[Stored entries]
^^^^^^^^^^^^^^^^

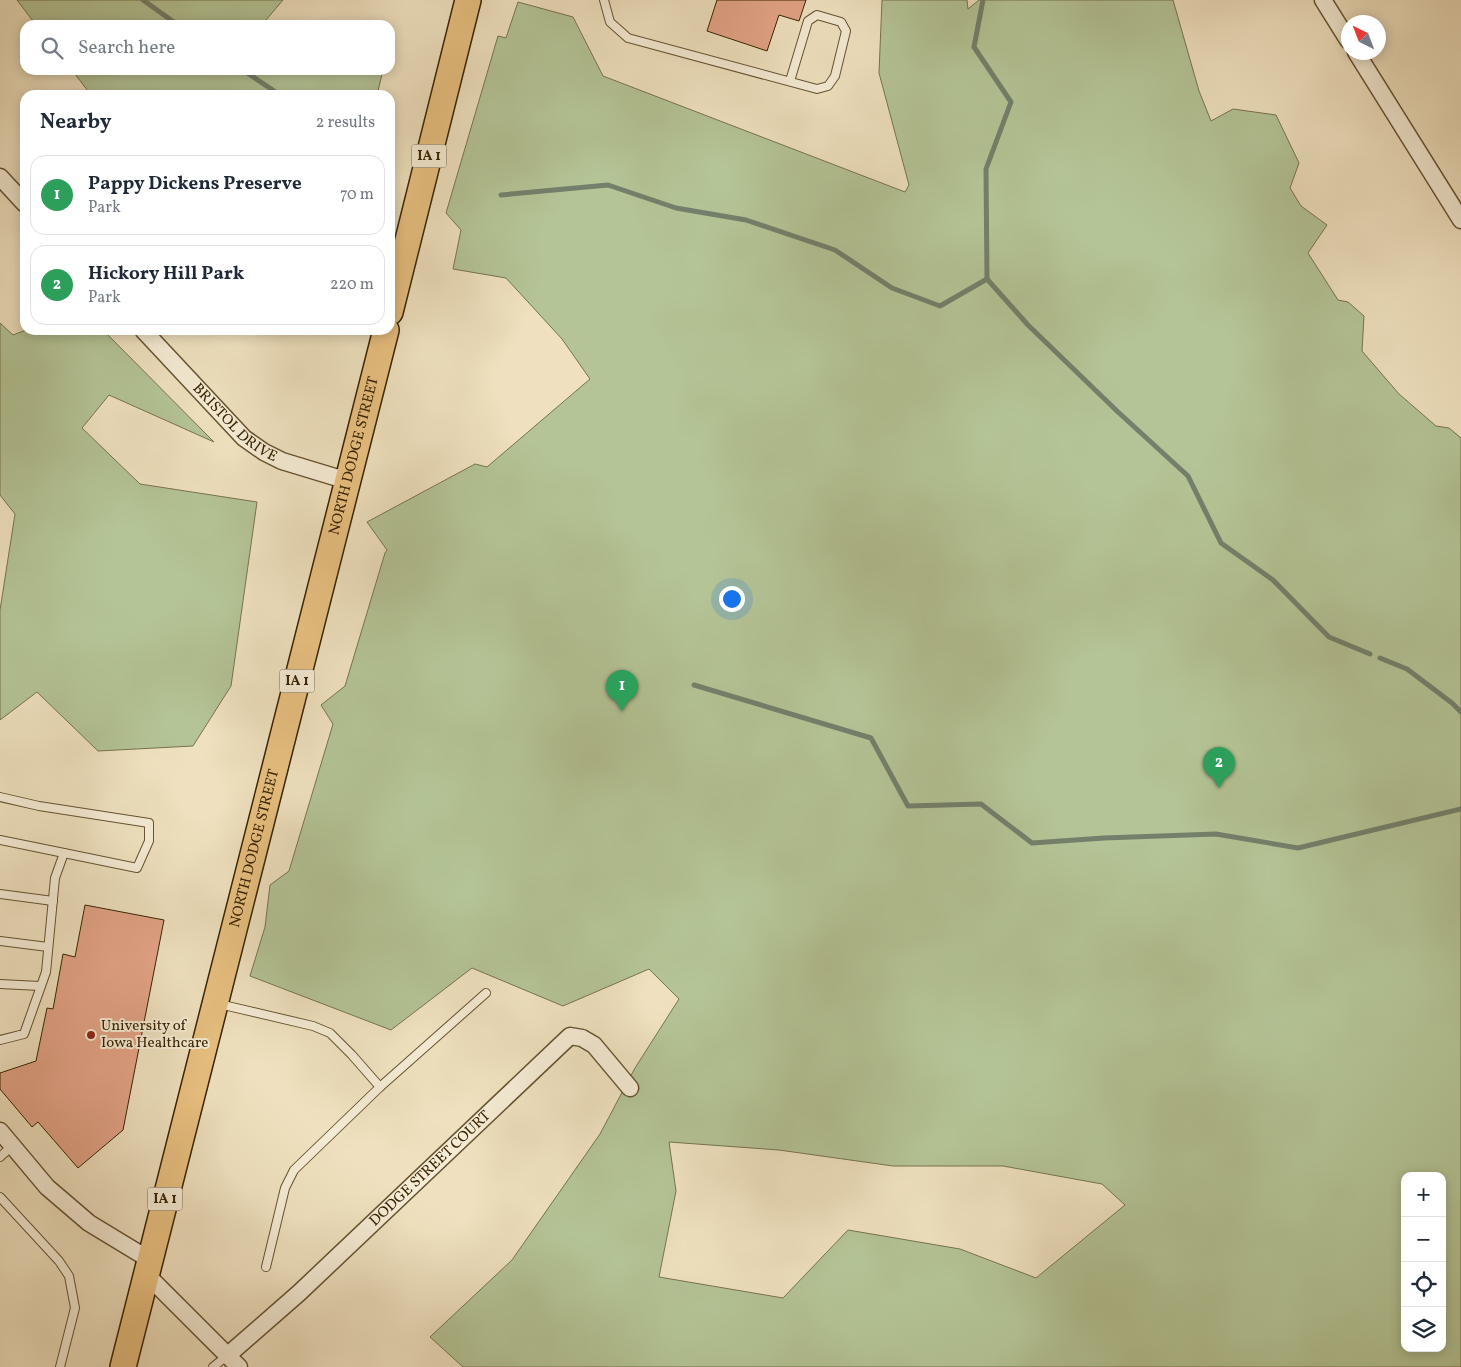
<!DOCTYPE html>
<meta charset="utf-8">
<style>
:root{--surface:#fff;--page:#f6f6f7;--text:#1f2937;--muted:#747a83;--line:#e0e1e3;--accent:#0b8043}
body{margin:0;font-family:Vollkorn,serif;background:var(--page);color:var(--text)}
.controls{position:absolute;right:15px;bottom:15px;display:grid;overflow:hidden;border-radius:10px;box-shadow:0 2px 12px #0003}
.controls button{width:45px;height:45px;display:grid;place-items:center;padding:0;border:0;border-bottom:1px solid var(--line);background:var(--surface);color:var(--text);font:25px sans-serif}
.compass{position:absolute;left:1341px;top:15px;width:45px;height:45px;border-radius:50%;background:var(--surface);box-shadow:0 2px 12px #0003;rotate:318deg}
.you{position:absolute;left:731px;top:598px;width:18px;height:18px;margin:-12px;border:4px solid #fff;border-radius:50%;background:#1a73e8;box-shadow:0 0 0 8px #1a73e833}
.badge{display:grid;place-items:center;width:32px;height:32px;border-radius:50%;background:var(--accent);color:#fff;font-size:16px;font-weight:700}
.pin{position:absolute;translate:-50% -41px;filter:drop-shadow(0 1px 2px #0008)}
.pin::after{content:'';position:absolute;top:26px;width:18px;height:15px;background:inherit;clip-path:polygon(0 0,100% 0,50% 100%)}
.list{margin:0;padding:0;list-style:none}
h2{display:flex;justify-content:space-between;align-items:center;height:65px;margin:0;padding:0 20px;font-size:21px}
h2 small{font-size:16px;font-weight:400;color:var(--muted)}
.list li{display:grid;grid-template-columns:32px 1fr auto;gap:15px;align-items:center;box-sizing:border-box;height:80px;margin:0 10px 10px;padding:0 10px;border:1px solid var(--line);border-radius:15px}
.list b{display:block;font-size:19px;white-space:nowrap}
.list p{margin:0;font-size:16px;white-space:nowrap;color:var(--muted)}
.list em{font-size:16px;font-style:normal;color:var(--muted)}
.icon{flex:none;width:28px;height:28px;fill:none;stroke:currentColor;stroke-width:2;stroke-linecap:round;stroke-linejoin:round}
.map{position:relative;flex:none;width:1461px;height:1367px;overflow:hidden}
.search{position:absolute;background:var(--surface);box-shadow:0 2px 12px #0003;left:20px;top:20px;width:375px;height:55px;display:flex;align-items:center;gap:12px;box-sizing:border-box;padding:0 18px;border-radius:15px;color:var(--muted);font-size:19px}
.panel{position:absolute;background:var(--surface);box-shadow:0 2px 12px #0003;left:20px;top:90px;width:375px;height:245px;border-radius:15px}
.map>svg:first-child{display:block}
.green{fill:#b4c496;stroke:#76744c;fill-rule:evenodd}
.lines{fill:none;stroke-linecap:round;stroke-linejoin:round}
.stream{stroke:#73806b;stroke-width:5}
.building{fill:#e3a487;stroke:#382302}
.lane-casing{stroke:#665231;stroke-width:10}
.street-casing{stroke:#665231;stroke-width:19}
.primary-casing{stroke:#382302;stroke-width:28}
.lane{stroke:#f5ecd5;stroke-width:8}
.street{stroke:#f5ecd5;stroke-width:16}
.primary{stroke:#e8c080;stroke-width:25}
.poi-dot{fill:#8f2418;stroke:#f5ecd5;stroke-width:2}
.labels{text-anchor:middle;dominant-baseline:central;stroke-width:4;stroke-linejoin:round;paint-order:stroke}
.shield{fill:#f5ecd5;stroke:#715f41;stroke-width:1}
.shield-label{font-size:14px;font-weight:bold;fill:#382302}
.street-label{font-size:15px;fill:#382302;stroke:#f5ecd5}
.poi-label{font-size:15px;fill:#382302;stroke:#f5ecd5;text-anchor:start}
</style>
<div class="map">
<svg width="1461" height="1367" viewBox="0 0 1461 1367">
<rect width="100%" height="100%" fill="#efe1bf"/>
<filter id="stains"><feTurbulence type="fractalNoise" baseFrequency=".004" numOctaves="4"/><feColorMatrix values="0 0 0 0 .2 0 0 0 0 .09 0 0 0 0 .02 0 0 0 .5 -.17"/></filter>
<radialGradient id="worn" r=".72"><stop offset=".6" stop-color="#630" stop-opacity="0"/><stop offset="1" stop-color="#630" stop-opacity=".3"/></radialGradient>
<!-- green -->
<g class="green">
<path d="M17 0H283L266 20 271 25H36Z"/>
<path d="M882 0H967L968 9 979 0H1173L1199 91 1211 121 1233 109 1276 115 1299 163 1290 188 1301 206 1327 225 1308 253 1338 300 1348 302 1364 316 1362 351 1399 394 1436 426 1449 428 1461 438V1367H463L430 1337 512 1260 600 1134 635 1068 679 999 649 969 563 1006 472 968 391 1030 250 976 265 927 270 885 289 871 333 724 321 705 345 686 385 553 387 550 367 522 475 464 487 467 590 379 562 339 506 278 453 269 461 230 446 213 498 36 506 38 518 2 573 17 603 76 905 192 909 185 879 73ZM669 1142 779 1150 893 1166H1003L1102 1184 1125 1205 1036 1278 960 1249 848 1230 783 1298 659 1277 676 1191ZM1405 1176H1442V1348H1405Z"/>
<path d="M72 70H383L377 95H91Z"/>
<path d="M0 323 13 335 26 330H103L214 442 109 395 82 428 140 484 257 502 231 686 193 746 98 751 37 692 0 720V610L15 514 0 495Z"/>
</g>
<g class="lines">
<!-- stream -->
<g class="stream">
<path d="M143 0 178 25"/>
<path d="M983 0 974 47 1011 102 986 169 987 279 1028 325 1118 412 1188 476 1221 543 1273 580 1329 637 1370 654"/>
<path d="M243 70 280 95"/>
<path d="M501 195 608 185 676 208 746 220 835 250 892 288 940 306 987 279"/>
<path d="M1380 658 1407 669 1452 703 1461 712"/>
<path d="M694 685 871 738 908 806 981 804 1032 843 1104 838 1216 834 1298 848 1461 809"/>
</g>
</g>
<!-- building -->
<g class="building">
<path d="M717 0H806L799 21 779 15 767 51 707 31Z"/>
<path d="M85 905 164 920 123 1130 78 1168 38 1122 32 1127 0 1089V1073L36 1061 47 1008 53 1009 63 954 75 957Z"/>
</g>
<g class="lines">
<defs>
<g id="lane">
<path d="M604 0 610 22 628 38 817 89 828 86 835 76 846 31 841 22 817 15 808 21 790 81"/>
<path d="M0 797 39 806 149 823V841L137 868 64 853 55 878 46 972 24 1034 0 1040"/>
<path d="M0 840 64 853"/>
<path d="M0 894 53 901"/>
<path d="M0 941 48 947"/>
<path d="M0 984 40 986"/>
<path d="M219 1004 313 1026 330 1033 352 1055 380 1087 294 1170 285 1188 266 1267"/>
<path d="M380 1087 486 993"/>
<path d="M0 1157 12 1146"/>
<path d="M0 1197 59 1261 69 1276 75 1308 60 1367"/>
<path d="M213 1367 228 1355"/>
</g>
<g id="street">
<path d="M1323 0 1348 40"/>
<path d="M1356 52 1461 220"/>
<path d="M0 177 25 204"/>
<path id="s1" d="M143 330 244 438 264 452 282 461 348 481"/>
<path d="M0 1131 47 1187 89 1223 150 1260"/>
<path d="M146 1274 239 1367"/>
<path id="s2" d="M228 1355 299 1293 570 1036 582 1038 594 1045 630 1088"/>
</g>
<g id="primary">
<path d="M390 312 468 0"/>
<path id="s3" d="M123 1367 386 330"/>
</g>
</defs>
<!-- lane casing -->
<use href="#lane" class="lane-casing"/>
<!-- street casing -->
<use href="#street" class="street-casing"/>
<!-- primary casing -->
<use href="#primary" class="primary-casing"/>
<!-- lane -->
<use href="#lane" class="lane"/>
<!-- street -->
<use href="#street" class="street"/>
<!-- primary -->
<use href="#primary" class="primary"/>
</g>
<!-- markers -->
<circle class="poi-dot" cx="91" cy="1035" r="5"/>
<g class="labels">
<!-- shield labels -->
<g class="shield">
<rect x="411.5" y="144.5" width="35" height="23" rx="4"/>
<rect x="279.5" y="669.5" width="35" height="23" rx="4"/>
<rect x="147.5" y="1187.5" width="35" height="23" rx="4"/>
</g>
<g class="shield-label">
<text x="429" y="156">IA 1</text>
<text x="297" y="681">IA 1</text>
<text x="165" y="1199">IA 1</text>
</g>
<!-- street labels -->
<g class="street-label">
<text stroke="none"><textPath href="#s1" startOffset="131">BRISTOL DRIVE</textPath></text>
<text stroke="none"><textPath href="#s3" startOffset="940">NORTH DODGE STREET</textPath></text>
<text stroke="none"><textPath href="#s3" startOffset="535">NORTH DODGE STREET</textPath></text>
<text stroke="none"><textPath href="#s2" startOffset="275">DODGE STREET COURT</textPath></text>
</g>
<!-- poi labels -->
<g class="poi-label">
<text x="101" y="1026">University of<tspan x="101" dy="17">Iowa Healthcare</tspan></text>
</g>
</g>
<rect width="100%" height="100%" filter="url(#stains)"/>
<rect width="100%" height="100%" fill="url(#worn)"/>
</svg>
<div class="controls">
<button>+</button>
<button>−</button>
<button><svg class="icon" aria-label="locate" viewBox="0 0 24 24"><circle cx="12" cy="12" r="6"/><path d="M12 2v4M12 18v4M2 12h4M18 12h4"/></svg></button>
<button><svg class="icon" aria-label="layers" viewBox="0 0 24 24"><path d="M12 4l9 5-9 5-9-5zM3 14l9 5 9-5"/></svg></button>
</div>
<svg class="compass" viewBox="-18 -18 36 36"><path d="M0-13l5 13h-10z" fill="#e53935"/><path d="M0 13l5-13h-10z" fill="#747a83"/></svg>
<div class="you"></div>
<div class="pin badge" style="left:622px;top:711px;background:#2e9e5b">1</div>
<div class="pin badge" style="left:1219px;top:788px;background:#2e9e5b">2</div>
<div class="search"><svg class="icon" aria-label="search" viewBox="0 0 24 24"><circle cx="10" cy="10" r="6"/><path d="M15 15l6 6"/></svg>Search here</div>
<section class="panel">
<h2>Nearby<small>2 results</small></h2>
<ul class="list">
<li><span class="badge" style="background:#2e9e5b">1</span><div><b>Pappy Dickens Preserve</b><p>Park</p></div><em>70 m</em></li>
<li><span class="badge" style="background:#2e9e5b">2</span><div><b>Hickory Hill Park</b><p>Park</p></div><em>220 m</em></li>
</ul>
</section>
</div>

^^^^^^^^^^^^^^^^

How to complete this task: Note every line above where the string "worn" shows up, and copy those lines.

Response below:
<radialGradient id="worn" r=".72"><stop offset=".6" stop-color="#630" stop-opacity="0"/><stop offset="1" stop-color="#630" stop-opacity=".3"/></radialGradient>
<rect width="100%" height="100%" fill="url(#worn)"/>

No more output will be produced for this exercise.